Python API documentation for integrating secopsai into your security tools.

Design Philosophy

All functions are designed for:

  • Composability: Use individually or chain together
  • Type Safety: Full Python type hints
  • Reproducibility: Deterministic outputs with optional seeding
  • Error Handling: Clear exceptions with actionable messages

Core Functions

Detection Pipeline

from detect import run_detection, DETECTION_RULES

# Run all rules on events
findings: List[str] = run_detection(events)

# Run specific rule
if "RULE-101" in DETECTION_RULES:
    dangerous_findings = DETECTION_RULES["RULE-101"](events)

# List available rules
print(list(DETECTION_RULES.keys()))
# Output: ['RULE-001', ..., 'RULE-110']

run_detection(events: List[Dict]) -> List[str]

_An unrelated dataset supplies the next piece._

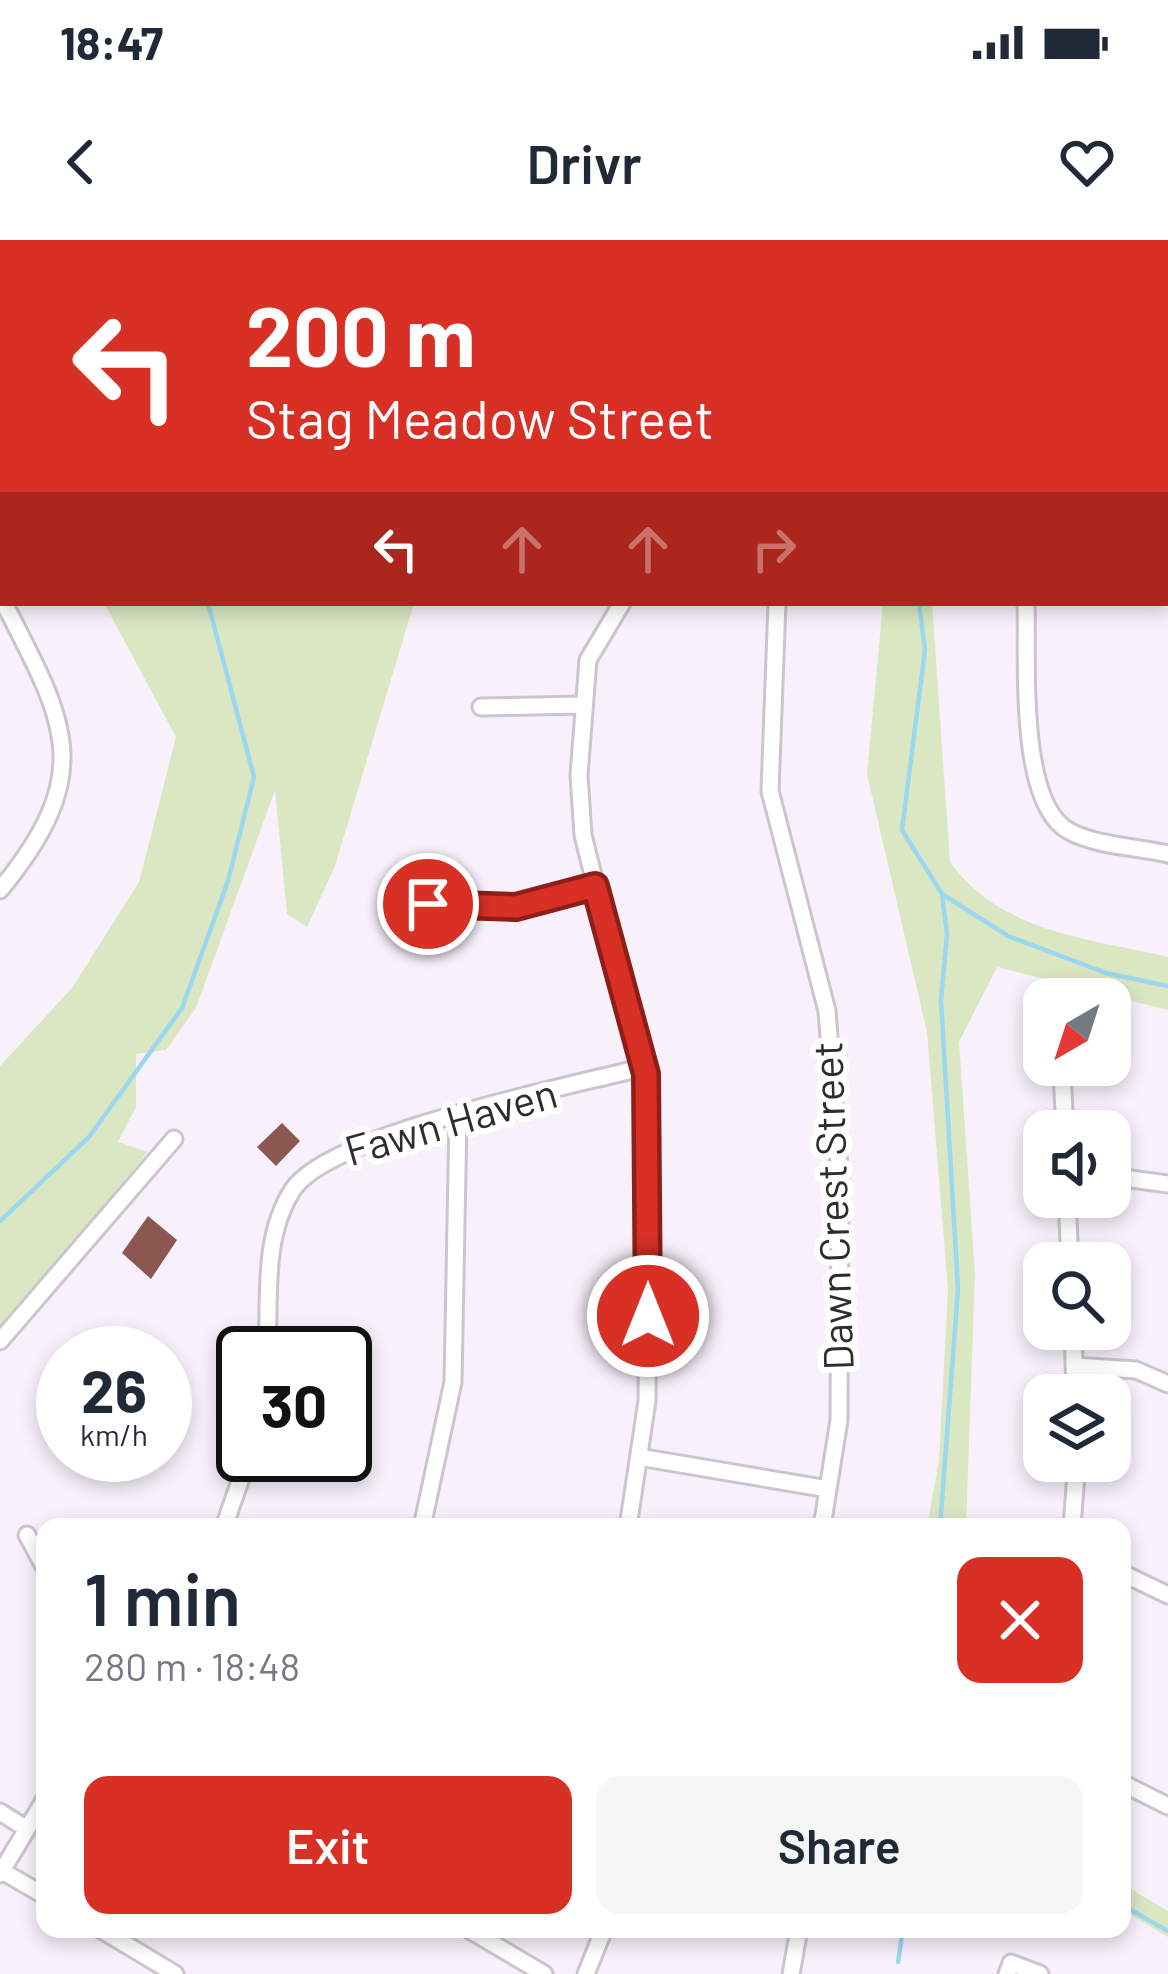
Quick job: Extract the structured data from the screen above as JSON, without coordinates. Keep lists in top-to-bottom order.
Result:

Runs all registered detection rules against event list.

Parameters:

  • events (List[Dict]): Event batch, each with at minimum:
  • event_id (str): unique identifier
  • timestamp (str): ISO 8601 format

Returns:

  • List of detected event_id strings that triggered rules

Raises:

  • ValueError: If events schema invalid
  • KeyError: If required field missing

Example:

events = [
    {
        "event_id": "evt-001",
        "timestamp": "2026-03-15T14:23:45Z",
        "surface": "exec",
        "command": "curl | bash",
        "label": "malicious"
    }
]

findings = run_detection(events)
# Output: ['evt-001']

Benchmark Evaluation

from evaluate import evaluate_benchmark

report = evaluate_benchmark(
    labeled_events=labeled,
    unlabeled_events=unlabeled,
    verbose=True
)

print(f"F1: {report['f1_score']}")
print(f"Precision: {report['precision']}")
print(f"Recall: {report['recall']}")

evaluate_benchmark(labeled_events, unlabeled_events, verbose=False) -> Dict

Evaluates detection rules against labeled corpus.

Parameters:

  • labeled_events (List[Dict]): Attack events with label="malicious"
  • unlabeled_events (List[Dict]): Benign events with label="benign"
  • verbose (bool): Print detailed per-rule breakdown

Returns: Dict with keys:

{
    "f1_score": float,           # Harmonic mean of precision & recall
    "precision": float,          # TP / (TP + FP)
    "recall": float,             # TP / (TP + FN)
    "false_positive_rate": float,# FP / (FP + TN)
    "accuracy": float,           # (TP + TN) / (TN + FP + FN + TP)

    "true_positives": int,       # Correctly detected attacks
    "false_positives": int,      # Benign flagged as attacks
    "false_negatives": int,      # Attacks not detected
    "true_negatives": int,       # Correctly cleared benign

    "per_rule_breakdown": {      # Per-rule metrics
        "RULE-101": {
            "fires": int,
            "true_positives": int,
            "false_positives": int
        },
        ...
    }
}

Example:

import json

with open('labeled.json') as f:
    labeled = json.load(f)

with open('unlabeled.json') as f:
    unlabeled = json.load(f)

report = evaluate_benchmark(labeled, unlabeled, verbose=True)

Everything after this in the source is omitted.